EXERCISE:
Every record below, from first to last: print it exactly as shown.

Collected data:
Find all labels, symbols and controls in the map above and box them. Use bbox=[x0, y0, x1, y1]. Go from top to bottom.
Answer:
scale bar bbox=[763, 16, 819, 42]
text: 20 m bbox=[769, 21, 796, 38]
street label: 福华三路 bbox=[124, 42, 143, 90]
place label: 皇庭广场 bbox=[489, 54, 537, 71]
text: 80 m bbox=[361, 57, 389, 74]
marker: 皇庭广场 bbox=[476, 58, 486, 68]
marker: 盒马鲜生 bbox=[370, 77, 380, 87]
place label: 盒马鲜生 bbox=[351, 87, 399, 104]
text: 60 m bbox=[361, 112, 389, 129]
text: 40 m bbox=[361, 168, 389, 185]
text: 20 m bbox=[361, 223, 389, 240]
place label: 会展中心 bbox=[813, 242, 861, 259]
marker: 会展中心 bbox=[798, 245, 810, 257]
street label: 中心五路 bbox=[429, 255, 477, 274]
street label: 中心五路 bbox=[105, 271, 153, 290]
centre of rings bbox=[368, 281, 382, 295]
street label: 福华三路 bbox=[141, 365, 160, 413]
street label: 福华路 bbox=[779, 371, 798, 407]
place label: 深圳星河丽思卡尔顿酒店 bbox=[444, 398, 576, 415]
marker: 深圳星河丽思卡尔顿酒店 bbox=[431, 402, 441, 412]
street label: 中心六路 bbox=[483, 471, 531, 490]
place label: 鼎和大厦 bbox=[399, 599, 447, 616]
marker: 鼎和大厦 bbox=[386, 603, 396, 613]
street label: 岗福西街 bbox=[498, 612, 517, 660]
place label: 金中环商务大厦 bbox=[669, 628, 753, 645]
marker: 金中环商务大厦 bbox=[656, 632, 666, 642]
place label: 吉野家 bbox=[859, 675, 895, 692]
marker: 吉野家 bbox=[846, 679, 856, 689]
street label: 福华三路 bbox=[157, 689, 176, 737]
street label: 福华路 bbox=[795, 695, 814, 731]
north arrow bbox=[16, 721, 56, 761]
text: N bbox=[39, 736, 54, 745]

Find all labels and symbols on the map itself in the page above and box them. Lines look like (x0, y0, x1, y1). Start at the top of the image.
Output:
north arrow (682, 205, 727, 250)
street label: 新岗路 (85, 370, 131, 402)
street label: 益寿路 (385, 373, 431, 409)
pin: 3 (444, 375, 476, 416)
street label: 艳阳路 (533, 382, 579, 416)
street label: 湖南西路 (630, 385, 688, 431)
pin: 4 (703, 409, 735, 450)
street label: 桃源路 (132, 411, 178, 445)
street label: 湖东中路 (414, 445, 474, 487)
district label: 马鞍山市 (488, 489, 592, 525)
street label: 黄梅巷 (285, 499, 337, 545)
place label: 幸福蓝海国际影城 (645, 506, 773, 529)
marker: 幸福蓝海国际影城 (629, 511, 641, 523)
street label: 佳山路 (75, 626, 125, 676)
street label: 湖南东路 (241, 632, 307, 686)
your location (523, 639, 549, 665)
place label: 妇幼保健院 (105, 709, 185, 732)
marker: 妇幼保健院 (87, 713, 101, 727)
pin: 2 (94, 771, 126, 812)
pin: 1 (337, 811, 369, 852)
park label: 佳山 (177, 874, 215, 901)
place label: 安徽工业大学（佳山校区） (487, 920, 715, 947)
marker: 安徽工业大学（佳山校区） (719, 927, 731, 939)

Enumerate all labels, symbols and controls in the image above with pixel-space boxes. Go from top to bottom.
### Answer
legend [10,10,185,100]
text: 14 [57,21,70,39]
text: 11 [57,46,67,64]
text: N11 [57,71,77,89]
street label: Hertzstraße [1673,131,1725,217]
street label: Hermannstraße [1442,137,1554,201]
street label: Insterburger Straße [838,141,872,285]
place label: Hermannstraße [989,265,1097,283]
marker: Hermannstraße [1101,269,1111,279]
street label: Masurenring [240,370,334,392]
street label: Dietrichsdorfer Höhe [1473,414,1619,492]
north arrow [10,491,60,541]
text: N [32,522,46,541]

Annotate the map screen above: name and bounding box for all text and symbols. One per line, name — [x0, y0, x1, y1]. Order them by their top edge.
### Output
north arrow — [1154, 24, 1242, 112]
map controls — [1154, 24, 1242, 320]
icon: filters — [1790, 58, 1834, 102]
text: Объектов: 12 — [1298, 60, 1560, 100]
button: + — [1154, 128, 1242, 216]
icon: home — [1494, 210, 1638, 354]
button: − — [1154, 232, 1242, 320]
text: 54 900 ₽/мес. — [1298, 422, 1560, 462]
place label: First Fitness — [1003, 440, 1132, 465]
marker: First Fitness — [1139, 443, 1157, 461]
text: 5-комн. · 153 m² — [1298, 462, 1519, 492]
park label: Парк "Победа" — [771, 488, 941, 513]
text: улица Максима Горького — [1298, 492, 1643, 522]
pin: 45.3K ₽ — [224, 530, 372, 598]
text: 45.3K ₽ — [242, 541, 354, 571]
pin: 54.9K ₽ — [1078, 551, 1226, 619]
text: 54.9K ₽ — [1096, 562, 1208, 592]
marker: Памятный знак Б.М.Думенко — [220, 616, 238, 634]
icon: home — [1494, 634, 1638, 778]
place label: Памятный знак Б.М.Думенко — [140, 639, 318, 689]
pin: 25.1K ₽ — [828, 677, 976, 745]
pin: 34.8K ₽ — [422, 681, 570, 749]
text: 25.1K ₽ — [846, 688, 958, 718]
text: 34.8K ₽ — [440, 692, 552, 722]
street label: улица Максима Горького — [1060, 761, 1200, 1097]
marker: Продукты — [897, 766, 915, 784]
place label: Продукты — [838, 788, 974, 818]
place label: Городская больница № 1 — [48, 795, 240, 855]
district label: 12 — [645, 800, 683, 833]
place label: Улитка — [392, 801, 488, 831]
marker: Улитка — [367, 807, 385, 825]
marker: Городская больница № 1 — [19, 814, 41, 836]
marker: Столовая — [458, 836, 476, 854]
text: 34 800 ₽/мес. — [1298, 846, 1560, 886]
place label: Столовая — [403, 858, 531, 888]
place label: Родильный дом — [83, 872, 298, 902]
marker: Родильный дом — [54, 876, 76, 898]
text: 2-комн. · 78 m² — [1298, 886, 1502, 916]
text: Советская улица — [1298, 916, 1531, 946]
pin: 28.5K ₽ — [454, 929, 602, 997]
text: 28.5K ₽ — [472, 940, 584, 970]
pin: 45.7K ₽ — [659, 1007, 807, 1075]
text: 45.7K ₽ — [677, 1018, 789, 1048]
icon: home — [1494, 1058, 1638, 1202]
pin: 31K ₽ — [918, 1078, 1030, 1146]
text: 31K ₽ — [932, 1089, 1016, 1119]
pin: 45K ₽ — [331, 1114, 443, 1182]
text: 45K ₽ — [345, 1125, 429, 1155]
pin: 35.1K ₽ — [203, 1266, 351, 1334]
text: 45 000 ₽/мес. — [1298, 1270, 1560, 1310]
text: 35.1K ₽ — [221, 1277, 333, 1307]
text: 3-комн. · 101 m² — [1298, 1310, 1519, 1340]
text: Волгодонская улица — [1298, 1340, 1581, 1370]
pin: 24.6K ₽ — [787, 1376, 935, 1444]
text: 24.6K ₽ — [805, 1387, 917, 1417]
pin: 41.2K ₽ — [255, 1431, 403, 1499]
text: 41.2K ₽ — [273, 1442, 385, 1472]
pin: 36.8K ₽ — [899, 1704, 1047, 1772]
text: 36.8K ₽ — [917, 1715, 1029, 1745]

WRITTEN SOLUTION:
Find all labels, symbols and controls in the map above and box them. Use bbox=[x0, y0, x1, y1]. Go from top to bottom.
Answer:
scale bar bbox=[763, 16, 819, 42]
text: 20 m bbox=[769, 21, 796, 38]
street label: 福华三路 bbox=[124, 42, 143, 90]
place label: 皇庭广场 bbox=[489, 54, 537, 71]
text: 80 m bbox=[361, 57, 389, 74]
marker: 皇庭广场 bbox=[476, 58, 486, 68]
marker: 盒马鲜生 bbox=[370, 77, 380, 87]
place label: 盒马鲜生 bbox=[351, 87, 399, 104]
text: 60 m bbox=[361, 112, 389, 129]
text: 40 m bbox=[361, 168, 389, 185]
text: 20 m bbox=[361, 223, 389, 240]
place label: 会展中心 bbox=[813, 242, 861, 259]
marker: 会展中心 bbox=[798, 245, 810, 257]
street label: 中心五路 bbox=[429, 255, 477, 274]
street label: 中心五路 bbox=[105, 271, 153, 290]
centre of rings bbox=[368, 281, 382, 295]
street label: 福华三路 bbox=[141, 365, 160, 413]
street label: 福华路 bbox=[779, 371, 798, 407]
place label: 深圳星河丽思卡尔顿酒店 bbox=[444, 398, 576, 415]
marker: 深圳星河丽思卡尔顿酒店 bbox=[431, 402, 441, 412]
street label: 中心六路 bbox=[483, 471, 531, 490]
place label: 鼎和大厦 bbox=[399, 599, 447, 616]
marker: 鼎和大厦 bbox=[386, 603, 396, 613]
street label: 岗福西街 bbox=[498, 612, 517, 660]
place label: 金中环商务大厦 bbox=[669, 628, 753, 645]
marker: 金中环商务大厦 bbox=[656, 632, 666, 642]
place label: 吉野家 bbox=[859, 675, 895, 692]
marker: 吉野家 bbox=[846, 679, 856, 689]
street label: 福华三路 bbox=[157, 689, 176, 737]
street label: 福华路 bbox=[795, 695, 814, 731]
north arrow bbox=[16, 721, 56, 761]
text: N bbox=[39, 736, 54, 745]

Find all labels and symbols on the map itself in the page above and box them. Lines look like (x0, y0, x1, y1). Start at the top of the image.
Output:
north arrow (682, 205, 727, 250)
street label: 新岗路 (85, 370, 131, 402)
street label: 益寿路 (385, 373, 431, 409)
pin: 3 (444, 375, 476, 416)
street label: 艳阳路 (533, 382, 579, 416)
street label: 湖南西路 (630, 385, 688, 431)
pin: 4 (703, 409, 735, 450)
street label: 桃源路 (132, 411, 178, 445)
street label: 湖东中路 (414, 445, 474, 487)
district label: 马鞍山市 (488, 489, 592, 525)
street label: 黄梅巷 (285, 499, 337, 545)
place label: 幸福蓝海国际影城 (645, 506, 773, 529)
marker: 幸福蓝海国际影城 (629, 511, 641, 523)
street label: 佳山路 (75, 626, 125, 676)
street label: 湖南东路 (241, 632, 307, 686)
your location (523, 639, 549, 665)
place label: 妇幼保健院 (105, 709, 185, 732)
marker: 妇幼保健院 (87, 713, 101, 727)
pin: 2 (94, 771, 126, 812)
pin: 1 (337, 811, 369, 852)
park label: 佳山 (177, 874, 215, 901)
place label: 安徽工业大学（佳山校区） (487, 920, 715, 947)
marker: 安徽工业大学（佳山校区） (719, 927, 731, 939)

Enumerate all labels, symbols and controls in the image above with pixel-space boxes. Go from top to bottom.
### Answer
legend [10,10,185,100]
text: 14 [57,21,70,39]
text: 11 [57,46,67,64]
text: N11 [57,71,77,89]
street label: Hertzstraße [1673,131,1725,217]
street label: Hermannstraße [1442,137,1554,201]
street label: Insterburger Straße [838,141,872,285]
place label: Hermannstraße [989,265,1097,283]
marker: Hermannstraße [1101,269,1111,279]
street label: Masurenring [240,370,334,392]
street label: Dietrichsdorfer Höhe [1473,414,1619,492]
north arrow [10,491,60,541]
text: N [32,522,46,541]

Annotate the map screen above: name and bounding box for all text and symbols. One per line, name — [x0, y0, x1, y1]. Order them by their top edge.
### Output
north arrow — [1154, 24, 1242, 112]
map controls — [1154, 24, 1242, 320]
icon: filters — [1790, 58, 1834, 102]
text: Объектов: 12 — [1298, 60, 1560, 100]
button: + — [1154, 128, 1242, 216]
icon: home — [1494, 210, 1638, 354]
button: − — [1154, 232, 1242, 320]
text: 54 900 ₽/мес. — [1298, 422, 1560, 462]
place label: First Fitness — [1003, 440, 1132, 465]
marker: First Fitness — [1139, 443, 1157, 461]
text: 5-комн. · 153 m² — [1298, 462, 1519, 492]
park label: Парк "Победа" — [771, 488, 941, 513]
text: улица Максима Горького — [1298, 492, 1643, 522]
pin: 45.3K ₽ — [224, 530, 372, 598]
text: 45.3K ₽ — [242, 541, 354, 571]
pin: 54.9K ₽ — [1078, 551, 1226, 619]
text: 54.9K ₽ — [1096, 562, 1208, 592]
marker: Памятный знак Б.М.Думенко — [220, 616, 238, 634]
icon: home — [1494, 634, 1638, 778]
place label: Памятный знак Б.М.Думенко — [140, 639, 318, 689]
pin: 25.1K ₽ — [828, 677, 976, 745]
pin: 34.8K ₽ — [422, 681, 570, 749]
text: 25.1K ₽ — [846, 688, 958, 718]
text: 34.8K ₽ — [440, 692, 552, 722]
street label: улица Максима Горького — [1060, 761, 1200, 1097]
marker: Продукты — [897, 766, 915, 784]
place label: Продукты — [838, 788, 974, 818]
place label: Городская больница № 1 — [48, 795, 240, 855]
district label: 12 — [645, 800, 683, 833]
place label: Улитка — [392, 801, 488, 831]
marker: Улитка — [367, 807, 385, 825]
marker: Городская больница № 1 — [19, 814, 41, 836]
marker: Столовая — [458, 836, 476, 854]
text: 34 800 ₽/мес. — [1298, 846, 1560, 886]
place label: Столовая — [403, 858, 531, 888]
place label: Родильный дом — [83, 872, 298, 902]
marker: Родильный дом — [54, 876, 76, 898]
text: 2-комн. · 78 m² — [1298, 886, 1502, 916]
text: Советская улица — [1298, 916, 1531, 946]
pin: 28.5K ₽ — [454, 929, 602, 997]
text: 28.5K ₽ — [472, 940, 584, 970]
pin: 45.7K ₽ — [659, 1007, 807, 1075]
text: 45.7K ₽ — [677, 1018, 789, 1048]
icon: home — [1494, 1058, 1638, 1202]
pin: 31K ₽ — [918, 1078, 1030, 1146]
text: 31K ₽ — [932, 1089, 1016, 1119]
pin: 45K ₽ — [331, 1114, 443, 1182]
text: 45K ₽ — [345, 1125, 429, 1155]
pin: 35.1K ₽ — [203, 1266, 351, 1334]
text: 45 000 ₽/мес. — [1298, 1270, 1560, 1310]
text: 35.1K ₽ — [221, 1277, 333, 1307]
text: 3-комн. · 101 m² — [1298, 1310, 1519, 1340]
text: Волгодонская улица — [1298, 1340, 1581, 1370]
pin: 24.6K ₽ — [787, 1376, 935, 1444]
text: 24.6K ₽ — [805, 1387, 917, 1417]
pin: 41.2K ₽ — [255, 1431, 403, 1499]
text: 41.2K ₽ — [273, 1442, 385, 1472]
pin: 36.8K ₽ — [899, 1704, 1047, 1772]
text: 36.8K ₽ — [917, 1715, 1029, 1745]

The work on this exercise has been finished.